PROVIDED INFORMATION =
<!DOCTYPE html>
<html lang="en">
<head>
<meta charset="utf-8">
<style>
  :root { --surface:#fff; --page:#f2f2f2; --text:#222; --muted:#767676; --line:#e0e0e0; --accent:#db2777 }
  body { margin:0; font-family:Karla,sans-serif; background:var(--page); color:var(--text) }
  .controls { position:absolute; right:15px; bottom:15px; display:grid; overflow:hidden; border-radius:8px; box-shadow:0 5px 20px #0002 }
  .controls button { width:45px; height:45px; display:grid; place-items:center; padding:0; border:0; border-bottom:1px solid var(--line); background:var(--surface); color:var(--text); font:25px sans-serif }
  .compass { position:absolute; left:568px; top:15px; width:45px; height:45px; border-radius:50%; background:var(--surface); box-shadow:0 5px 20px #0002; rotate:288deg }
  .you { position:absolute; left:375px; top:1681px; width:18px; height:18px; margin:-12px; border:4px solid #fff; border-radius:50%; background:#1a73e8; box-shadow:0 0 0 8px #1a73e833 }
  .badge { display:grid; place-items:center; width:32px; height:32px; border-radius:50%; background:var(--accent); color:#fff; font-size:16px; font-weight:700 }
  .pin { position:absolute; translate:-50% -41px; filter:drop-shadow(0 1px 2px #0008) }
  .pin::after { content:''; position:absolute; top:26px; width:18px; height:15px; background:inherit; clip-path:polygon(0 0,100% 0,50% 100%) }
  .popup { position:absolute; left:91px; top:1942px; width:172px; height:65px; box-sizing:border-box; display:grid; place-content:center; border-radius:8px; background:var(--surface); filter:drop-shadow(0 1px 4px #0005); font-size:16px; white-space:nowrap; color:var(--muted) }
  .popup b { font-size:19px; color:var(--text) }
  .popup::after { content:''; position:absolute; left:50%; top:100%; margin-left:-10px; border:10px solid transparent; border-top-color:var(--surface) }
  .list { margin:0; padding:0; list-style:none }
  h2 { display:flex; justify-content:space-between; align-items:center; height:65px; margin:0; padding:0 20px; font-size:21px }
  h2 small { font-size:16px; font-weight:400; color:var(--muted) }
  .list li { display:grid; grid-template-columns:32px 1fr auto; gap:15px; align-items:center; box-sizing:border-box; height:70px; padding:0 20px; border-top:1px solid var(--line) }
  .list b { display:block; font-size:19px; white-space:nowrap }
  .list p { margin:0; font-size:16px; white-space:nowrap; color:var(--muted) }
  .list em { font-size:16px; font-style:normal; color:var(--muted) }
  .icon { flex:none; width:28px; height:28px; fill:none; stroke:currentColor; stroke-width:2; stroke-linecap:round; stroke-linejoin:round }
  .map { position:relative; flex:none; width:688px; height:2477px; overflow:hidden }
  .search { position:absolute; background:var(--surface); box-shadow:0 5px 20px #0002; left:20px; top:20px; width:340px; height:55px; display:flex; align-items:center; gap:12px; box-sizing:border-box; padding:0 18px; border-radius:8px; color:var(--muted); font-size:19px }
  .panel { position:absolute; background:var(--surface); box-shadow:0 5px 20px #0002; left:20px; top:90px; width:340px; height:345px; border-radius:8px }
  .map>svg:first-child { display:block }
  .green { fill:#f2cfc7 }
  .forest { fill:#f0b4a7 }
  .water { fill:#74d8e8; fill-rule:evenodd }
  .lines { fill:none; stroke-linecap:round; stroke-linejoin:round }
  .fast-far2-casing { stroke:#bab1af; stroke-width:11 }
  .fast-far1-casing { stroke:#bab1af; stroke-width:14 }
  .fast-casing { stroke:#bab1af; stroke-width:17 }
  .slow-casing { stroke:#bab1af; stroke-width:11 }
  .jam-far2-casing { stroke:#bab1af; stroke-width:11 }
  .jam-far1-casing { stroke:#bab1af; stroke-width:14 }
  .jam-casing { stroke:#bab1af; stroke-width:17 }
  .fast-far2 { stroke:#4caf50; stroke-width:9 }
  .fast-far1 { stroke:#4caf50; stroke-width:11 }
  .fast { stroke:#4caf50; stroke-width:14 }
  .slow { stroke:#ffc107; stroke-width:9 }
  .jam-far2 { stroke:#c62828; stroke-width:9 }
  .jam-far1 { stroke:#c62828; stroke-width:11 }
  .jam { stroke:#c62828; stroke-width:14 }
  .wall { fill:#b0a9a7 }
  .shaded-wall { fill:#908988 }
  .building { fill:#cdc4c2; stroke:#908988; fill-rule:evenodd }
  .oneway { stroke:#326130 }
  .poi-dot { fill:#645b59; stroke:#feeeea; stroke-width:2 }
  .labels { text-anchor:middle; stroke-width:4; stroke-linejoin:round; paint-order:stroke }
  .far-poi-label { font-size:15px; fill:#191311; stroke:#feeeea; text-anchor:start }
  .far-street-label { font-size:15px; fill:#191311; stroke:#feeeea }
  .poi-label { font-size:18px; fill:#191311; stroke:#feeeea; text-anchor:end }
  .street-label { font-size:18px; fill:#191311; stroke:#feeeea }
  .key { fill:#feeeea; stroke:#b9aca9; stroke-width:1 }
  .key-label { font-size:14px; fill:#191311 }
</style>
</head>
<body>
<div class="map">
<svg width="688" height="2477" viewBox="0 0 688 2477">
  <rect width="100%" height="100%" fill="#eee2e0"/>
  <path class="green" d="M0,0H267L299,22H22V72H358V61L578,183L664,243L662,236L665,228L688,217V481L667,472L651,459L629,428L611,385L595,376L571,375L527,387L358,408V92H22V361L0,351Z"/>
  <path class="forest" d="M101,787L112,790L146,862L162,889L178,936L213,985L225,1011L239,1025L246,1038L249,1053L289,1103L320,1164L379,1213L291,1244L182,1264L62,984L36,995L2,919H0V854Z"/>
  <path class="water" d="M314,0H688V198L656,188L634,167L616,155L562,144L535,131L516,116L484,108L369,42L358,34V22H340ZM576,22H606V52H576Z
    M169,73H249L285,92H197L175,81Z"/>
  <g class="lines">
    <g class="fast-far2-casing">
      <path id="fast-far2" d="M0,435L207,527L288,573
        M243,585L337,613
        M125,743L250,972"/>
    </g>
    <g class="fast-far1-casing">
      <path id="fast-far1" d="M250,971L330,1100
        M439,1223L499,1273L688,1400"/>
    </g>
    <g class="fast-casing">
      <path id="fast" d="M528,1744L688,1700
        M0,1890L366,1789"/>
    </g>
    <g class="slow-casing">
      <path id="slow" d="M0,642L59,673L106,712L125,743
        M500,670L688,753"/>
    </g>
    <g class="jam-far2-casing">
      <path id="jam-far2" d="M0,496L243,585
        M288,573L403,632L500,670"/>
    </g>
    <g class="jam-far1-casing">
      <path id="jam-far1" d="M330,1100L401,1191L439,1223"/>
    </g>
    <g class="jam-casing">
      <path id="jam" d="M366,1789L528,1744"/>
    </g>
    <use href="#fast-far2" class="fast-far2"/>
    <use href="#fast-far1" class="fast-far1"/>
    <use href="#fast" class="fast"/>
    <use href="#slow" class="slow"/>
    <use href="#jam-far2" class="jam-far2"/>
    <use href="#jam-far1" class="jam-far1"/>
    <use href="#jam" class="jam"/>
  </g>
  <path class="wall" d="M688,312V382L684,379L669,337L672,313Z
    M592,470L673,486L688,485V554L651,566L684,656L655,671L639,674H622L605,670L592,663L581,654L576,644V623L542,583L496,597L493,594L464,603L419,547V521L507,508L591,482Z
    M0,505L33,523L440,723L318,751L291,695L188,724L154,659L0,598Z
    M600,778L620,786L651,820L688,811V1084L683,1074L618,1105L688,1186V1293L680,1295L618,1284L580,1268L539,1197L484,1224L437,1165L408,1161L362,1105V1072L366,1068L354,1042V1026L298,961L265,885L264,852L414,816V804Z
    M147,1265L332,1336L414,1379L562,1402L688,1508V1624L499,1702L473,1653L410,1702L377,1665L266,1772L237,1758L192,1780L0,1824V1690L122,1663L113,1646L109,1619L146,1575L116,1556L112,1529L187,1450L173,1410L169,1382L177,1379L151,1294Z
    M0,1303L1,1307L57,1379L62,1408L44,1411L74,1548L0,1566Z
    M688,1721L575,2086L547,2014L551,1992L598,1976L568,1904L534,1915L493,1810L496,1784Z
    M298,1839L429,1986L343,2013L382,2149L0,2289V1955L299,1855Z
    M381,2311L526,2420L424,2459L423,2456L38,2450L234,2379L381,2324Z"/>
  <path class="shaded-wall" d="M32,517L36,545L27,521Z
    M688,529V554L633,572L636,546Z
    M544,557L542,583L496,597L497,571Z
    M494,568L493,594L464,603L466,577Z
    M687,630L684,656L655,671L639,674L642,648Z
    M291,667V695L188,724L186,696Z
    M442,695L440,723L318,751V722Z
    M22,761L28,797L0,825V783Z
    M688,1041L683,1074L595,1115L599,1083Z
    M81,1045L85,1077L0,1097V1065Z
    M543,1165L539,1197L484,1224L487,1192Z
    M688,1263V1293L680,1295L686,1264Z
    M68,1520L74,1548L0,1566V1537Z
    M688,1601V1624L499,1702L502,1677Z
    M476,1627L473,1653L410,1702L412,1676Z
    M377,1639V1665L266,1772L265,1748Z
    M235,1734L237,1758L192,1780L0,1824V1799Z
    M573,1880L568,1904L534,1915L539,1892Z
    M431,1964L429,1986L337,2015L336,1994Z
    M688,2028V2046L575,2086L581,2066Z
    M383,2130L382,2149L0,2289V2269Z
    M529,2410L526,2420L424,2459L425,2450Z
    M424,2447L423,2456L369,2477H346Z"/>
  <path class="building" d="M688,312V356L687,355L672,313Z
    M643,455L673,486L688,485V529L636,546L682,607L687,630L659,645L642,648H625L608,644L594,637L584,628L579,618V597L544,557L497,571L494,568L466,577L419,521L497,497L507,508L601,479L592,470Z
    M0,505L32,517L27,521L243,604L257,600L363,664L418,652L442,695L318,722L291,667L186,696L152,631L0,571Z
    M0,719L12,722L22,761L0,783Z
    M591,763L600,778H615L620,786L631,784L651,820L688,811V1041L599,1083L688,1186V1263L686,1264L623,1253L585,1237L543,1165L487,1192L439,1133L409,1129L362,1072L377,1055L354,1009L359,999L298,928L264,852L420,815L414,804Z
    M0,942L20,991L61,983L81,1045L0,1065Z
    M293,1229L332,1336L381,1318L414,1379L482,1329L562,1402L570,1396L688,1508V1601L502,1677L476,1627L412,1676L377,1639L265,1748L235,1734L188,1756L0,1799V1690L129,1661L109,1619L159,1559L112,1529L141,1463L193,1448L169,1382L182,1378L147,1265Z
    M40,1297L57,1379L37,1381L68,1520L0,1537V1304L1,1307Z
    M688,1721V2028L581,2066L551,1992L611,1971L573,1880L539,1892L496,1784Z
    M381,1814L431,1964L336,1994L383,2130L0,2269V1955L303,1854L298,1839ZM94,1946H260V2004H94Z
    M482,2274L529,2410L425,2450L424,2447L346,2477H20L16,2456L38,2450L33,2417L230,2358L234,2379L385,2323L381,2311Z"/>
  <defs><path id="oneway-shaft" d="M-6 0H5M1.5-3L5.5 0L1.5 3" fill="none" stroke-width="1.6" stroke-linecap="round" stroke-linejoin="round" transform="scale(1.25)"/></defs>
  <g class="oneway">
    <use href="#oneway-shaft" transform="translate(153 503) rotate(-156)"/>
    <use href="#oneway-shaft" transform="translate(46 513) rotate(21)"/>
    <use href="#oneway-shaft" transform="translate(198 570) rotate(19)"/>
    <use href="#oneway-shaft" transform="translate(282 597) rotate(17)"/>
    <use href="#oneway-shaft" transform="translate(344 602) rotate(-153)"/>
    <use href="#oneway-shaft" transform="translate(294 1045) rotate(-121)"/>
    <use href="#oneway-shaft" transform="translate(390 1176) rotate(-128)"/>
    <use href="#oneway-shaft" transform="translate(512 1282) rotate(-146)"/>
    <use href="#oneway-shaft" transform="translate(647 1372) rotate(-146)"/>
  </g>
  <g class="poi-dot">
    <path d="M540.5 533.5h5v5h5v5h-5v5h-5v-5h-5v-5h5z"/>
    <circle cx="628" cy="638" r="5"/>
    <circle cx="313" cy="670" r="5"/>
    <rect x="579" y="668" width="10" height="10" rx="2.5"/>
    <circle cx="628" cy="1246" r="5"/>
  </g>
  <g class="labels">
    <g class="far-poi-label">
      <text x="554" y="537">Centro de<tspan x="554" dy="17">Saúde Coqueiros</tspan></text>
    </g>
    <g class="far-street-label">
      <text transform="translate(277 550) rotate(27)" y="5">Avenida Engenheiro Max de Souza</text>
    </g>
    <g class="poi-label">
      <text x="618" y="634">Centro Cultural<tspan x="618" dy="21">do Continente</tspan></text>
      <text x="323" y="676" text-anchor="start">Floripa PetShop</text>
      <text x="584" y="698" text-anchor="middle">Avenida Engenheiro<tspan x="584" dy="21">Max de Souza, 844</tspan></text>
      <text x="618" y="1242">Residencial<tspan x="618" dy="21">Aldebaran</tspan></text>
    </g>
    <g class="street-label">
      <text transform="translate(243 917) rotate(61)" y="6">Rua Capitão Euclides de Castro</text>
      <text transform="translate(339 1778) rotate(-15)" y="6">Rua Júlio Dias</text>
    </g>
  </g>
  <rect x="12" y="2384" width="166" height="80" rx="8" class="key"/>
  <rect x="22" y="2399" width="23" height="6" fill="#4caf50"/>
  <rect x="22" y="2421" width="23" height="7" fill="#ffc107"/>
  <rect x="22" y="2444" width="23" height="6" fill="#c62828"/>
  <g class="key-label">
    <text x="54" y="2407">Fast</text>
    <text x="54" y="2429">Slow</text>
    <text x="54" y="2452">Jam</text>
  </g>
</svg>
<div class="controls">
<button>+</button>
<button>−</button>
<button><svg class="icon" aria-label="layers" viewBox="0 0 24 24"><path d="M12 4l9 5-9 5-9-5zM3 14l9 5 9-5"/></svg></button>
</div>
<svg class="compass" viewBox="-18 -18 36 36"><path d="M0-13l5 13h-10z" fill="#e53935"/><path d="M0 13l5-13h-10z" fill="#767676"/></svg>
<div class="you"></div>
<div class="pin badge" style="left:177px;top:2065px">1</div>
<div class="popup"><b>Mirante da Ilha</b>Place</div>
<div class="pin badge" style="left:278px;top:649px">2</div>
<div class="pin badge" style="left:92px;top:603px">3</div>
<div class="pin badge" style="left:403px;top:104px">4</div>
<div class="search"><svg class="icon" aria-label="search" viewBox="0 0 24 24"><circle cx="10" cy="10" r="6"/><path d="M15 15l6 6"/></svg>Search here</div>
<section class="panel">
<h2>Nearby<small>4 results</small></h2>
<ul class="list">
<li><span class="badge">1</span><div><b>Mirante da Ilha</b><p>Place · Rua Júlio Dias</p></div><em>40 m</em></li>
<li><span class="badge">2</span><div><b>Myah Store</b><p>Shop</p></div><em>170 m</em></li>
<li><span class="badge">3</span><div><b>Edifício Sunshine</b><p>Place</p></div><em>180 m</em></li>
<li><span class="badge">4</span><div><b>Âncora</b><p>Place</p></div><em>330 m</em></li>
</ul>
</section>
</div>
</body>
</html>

REQUIREMENT =
Copy out the entries above exactly as given, starting at the top and ending with the line containing "content:''; position:absolute; top:26px;"; include both and nothing more.

WRITTEN ANSWER =
<!DOCTYPE html>
<html lang="en">
<head>
<meta charset="utf-8">
<style>
  :root { --surface:#fff; --page:#f2f2f2; --text:#222; --muted:#767676; --line:#e0e0e0; --accent:#db2777 }
  body { margin:0; font-family:Karla,sans-serif; background:var(--page); color:var(--text) }
  .controls { position:absolute; right:15px; bottom:15px; display:grid; overflow:hidden; border-radius:8px; box-shadow:0 5px 20px #0002 }
  .controls button { width:45px; height:45px; display:grid; place-items:center; padding:0; border:0; border-bottom:1px solid var(--line); background:var(--surface); color:var(--text); font:25px sans-serif }
  .compass { position:absolute; left:568px; top:15px; width:45px; height:45px; border-radius:50%; background:var(--surface); box-shadow:0 5px 20px #0002; rotate:288deg }
  .you { position:absolute; left:375px; top:1681px; width:18px; height:18px; margin:-12px; border:4px solid #fff; border-radius:50%; background:#1a73e8; box-shadow:0 0 0 8px #1a73e833 }
  .badge { display:grid; place-items:center; width:32px; height:32px; border-radius:50%; background:var(--accent); color:#fff; font-size:16px; font-weight:700 }
  .pin { position:absolute; translate:-50% -41px; filter:drop-shadow(0 1px 2px #0008) }
  .pin::after { content:''; position:absolute; top:26px; width:18px; height:15px; background:inherit; clip-path:polygon(0 0,100% 0,50% 100%) }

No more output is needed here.